With Vitals Vault, you have access to a comprehensive range of biomarker tests.

Codfish (F3) IgE is a blood test that looks for allergy-type antibodies (immunoglobulin E, or IgE) that recognize codfish proteins. It helps answer a practical question: is your immune system sensitized to codfish in a way that could fit with allergic reactions?
This test does not diagnose a food allergy by itself. Your symptoms, timing after eating, and your history of reactions matter just as much as the number on the report.
If you are trying to decide whether to avoid codfish, whether you need additional testing, or whether a past reaction is likely to be IgE-mediated, this result can give you a clearer starting point for a clinician-guided plan.

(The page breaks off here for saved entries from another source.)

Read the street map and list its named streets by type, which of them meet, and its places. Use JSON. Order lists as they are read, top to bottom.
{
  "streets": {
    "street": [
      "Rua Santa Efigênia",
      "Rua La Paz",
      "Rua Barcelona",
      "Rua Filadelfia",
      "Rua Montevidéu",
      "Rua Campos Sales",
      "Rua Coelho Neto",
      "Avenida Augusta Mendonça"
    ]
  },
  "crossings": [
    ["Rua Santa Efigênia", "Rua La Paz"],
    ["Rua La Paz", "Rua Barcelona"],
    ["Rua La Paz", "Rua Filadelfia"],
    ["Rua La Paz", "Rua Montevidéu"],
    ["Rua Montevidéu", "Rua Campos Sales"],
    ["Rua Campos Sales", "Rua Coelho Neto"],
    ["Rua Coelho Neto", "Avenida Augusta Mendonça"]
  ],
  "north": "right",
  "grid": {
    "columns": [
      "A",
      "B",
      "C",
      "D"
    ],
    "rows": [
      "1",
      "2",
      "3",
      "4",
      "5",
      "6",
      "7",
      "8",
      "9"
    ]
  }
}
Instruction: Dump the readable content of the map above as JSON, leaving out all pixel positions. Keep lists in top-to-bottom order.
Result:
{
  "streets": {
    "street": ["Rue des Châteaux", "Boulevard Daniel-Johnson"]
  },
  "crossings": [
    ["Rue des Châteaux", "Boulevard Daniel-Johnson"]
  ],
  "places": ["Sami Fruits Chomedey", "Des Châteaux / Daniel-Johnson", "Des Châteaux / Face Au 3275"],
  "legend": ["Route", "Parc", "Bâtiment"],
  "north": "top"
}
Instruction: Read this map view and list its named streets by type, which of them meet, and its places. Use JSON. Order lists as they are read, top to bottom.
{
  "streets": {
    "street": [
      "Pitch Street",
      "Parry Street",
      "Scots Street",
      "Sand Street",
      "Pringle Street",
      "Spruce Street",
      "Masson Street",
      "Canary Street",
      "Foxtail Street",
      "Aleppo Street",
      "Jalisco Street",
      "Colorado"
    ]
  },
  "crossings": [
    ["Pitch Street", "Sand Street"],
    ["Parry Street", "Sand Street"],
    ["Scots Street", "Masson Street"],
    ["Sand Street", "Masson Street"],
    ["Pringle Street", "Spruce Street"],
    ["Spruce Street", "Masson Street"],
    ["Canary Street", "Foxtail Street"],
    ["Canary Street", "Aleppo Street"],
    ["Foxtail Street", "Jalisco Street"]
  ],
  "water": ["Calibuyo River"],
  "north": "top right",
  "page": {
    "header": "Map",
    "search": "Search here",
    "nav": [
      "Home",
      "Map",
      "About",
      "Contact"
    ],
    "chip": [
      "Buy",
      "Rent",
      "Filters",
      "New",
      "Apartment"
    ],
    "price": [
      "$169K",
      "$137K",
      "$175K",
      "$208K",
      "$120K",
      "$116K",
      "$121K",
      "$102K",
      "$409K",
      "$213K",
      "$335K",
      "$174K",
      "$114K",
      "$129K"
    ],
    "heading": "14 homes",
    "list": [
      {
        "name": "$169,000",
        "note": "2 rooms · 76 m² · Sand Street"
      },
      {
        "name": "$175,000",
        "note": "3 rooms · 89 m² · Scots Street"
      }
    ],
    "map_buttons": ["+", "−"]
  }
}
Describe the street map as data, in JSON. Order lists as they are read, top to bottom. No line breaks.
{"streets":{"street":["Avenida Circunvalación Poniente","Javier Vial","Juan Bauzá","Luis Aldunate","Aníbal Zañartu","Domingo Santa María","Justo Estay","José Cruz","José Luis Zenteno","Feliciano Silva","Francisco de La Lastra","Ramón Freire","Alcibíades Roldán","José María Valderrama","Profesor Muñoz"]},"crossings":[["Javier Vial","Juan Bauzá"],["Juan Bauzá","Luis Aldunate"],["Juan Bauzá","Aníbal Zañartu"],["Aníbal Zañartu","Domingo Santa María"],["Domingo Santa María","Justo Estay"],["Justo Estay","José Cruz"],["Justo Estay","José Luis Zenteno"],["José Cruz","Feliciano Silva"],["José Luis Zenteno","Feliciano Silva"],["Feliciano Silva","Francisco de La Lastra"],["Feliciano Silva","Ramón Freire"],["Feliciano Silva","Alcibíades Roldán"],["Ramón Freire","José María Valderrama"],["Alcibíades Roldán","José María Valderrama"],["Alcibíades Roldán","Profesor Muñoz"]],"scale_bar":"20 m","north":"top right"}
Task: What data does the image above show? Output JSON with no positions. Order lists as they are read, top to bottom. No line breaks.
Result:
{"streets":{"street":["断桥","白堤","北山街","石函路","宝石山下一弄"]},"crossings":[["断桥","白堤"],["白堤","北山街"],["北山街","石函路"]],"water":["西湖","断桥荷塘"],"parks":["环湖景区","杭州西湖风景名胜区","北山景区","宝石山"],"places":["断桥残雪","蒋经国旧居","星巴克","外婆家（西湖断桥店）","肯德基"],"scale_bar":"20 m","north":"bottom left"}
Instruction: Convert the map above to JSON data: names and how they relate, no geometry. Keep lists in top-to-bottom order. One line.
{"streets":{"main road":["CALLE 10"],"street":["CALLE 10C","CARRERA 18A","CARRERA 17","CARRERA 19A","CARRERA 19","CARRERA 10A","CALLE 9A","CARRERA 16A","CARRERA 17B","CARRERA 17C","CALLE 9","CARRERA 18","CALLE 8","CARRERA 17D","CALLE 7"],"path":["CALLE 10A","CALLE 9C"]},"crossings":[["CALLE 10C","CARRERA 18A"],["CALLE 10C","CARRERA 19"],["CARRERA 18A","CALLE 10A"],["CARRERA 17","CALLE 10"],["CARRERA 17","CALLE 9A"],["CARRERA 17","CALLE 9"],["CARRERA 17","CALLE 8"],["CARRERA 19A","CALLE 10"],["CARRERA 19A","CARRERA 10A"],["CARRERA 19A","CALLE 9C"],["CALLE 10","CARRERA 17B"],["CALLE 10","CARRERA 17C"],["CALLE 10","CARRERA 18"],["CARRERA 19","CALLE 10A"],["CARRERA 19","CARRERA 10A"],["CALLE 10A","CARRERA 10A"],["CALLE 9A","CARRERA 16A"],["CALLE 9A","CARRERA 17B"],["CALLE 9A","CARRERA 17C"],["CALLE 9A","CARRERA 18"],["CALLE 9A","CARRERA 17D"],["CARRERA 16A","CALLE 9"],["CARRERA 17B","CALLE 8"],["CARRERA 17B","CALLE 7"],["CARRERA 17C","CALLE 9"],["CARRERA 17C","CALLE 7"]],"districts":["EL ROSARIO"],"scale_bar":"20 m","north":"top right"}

Do I need a Codfish F3 IgE test?
You may want a Codfish (F3) IgE test if you have symptoms that reliably show up soon after eating codfish or other fish. Common patterns include hives, itching, lip or eyelid swelling, throat tightness, wheezing, vomiting, or lightheadedness within minutes to a couple of hours after exposure.
Testing can also be useful if you have had an unexplained reaction to a mixed meal (for example, seafood stew, sushi, or fried foods cooked in shared oil) and you are trying to narrow down which ingredient is most likely. If you already avoid fish but are considering reintroducing it, a current IgE result can help you and your clinician decide what the safest next step looks like.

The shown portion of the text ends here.